Task description:
Examine the entries and show every line in which the word "Kadłubek" is found.
▼
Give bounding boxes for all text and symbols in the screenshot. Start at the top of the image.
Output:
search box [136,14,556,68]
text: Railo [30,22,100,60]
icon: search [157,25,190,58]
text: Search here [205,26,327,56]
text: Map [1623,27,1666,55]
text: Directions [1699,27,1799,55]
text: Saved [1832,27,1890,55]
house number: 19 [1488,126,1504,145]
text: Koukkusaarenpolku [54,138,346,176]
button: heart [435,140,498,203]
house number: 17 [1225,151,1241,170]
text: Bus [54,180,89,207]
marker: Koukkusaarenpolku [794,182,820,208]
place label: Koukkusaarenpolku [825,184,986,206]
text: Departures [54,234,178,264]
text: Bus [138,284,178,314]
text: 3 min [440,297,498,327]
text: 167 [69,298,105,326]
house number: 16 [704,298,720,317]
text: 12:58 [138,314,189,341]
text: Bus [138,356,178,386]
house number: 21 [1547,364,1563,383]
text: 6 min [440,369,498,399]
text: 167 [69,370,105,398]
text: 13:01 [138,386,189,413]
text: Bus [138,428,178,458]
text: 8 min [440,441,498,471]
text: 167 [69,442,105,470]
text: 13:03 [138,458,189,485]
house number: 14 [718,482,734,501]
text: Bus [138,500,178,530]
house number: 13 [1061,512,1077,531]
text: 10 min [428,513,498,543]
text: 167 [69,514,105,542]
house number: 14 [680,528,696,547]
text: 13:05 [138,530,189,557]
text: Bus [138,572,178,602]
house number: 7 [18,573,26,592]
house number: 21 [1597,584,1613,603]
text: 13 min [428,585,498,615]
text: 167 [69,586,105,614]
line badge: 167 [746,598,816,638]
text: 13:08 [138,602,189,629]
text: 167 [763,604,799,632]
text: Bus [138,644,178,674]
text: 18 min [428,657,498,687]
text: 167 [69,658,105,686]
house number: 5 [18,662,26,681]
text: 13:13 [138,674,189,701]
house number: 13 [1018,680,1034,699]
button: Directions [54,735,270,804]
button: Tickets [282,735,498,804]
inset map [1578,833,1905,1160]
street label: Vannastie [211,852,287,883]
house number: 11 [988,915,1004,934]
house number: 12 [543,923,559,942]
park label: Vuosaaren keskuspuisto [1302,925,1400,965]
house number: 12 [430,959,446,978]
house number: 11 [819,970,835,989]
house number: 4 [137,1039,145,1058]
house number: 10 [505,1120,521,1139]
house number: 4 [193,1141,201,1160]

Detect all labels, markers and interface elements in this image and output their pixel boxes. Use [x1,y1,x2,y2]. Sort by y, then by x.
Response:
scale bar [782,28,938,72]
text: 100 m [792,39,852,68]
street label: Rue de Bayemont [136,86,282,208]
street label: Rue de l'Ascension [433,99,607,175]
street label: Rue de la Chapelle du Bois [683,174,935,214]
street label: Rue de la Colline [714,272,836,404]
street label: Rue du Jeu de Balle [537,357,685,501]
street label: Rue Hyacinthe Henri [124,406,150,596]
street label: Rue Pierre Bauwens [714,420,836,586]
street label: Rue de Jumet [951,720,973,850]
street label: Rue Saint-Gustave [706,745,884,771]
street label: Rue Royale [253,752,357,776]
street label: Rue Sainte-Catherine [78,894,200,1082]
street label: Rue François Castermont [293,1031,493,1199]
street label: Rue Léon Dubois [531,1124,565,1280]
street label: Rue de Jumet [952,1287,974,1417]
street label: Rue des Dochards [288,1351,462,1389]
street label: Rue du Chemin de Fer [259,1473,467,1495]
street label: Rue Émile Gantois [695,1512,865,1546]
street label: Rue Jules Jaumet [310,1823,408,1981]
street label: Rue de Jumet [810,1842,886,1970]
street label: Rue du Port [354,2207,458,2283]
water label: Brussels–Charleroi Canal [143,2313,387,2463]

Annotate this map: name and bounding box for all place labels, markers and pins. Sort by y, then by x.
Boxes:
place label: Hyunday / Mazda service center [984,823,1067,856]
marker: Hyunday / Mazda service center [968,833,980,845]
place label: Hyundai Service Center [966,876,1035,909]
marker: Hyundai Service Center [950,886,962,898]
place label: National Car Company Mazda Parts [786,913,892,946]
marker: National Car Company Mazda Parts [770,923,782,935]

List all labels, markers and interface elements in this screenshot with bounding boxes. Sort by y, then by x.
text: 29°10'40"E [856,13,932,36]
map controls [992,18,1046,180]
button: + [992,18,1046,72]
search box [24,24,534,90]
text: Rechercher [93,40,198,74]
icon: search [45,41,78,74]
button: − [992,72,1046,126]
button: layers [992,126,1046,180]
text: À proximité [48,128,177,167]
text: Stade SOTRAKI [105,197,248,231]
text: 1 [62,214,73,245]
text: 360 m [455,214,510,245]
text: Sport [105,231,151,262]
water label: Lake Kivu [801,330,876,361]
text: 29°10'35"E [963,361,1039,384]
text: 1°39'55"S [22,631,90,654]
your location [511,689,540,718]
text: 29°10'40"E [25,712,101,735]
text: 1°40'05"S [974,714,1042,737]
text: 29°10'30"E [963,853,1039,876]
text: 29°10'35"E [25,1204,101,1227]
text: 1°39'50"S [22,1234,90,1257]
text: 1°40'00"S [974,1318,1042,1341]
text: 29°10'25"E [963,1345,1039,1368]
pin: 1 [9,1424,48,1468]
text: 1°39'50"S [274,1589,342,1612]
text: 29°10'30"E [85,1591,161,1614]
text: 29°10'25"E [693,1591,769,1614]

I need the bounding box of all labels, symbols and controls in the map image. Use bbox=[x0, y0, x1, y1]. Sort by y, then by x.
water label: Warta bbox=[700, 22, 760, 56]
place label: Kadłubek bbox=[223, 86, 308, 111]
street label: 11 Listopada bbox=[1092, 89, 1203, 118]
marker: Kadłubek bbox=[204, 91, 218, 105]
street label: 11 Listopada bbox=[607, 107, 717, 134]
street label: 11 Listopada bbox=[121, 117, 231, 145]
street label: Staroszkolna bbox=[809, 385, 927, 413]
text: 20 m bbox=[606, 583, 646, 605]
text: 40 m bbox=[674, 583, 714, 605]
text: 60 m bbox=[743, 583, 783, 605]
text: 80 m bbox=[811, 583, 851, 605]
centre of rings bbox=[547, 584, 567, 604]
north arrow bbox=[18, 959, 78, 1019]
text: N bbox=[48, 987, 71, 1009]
▲
Solution for this task:
place label: Kadłubek bbox=[223, 86, 308, 111]
marker: Kadłubek bbox=[204, 91, 218, 105]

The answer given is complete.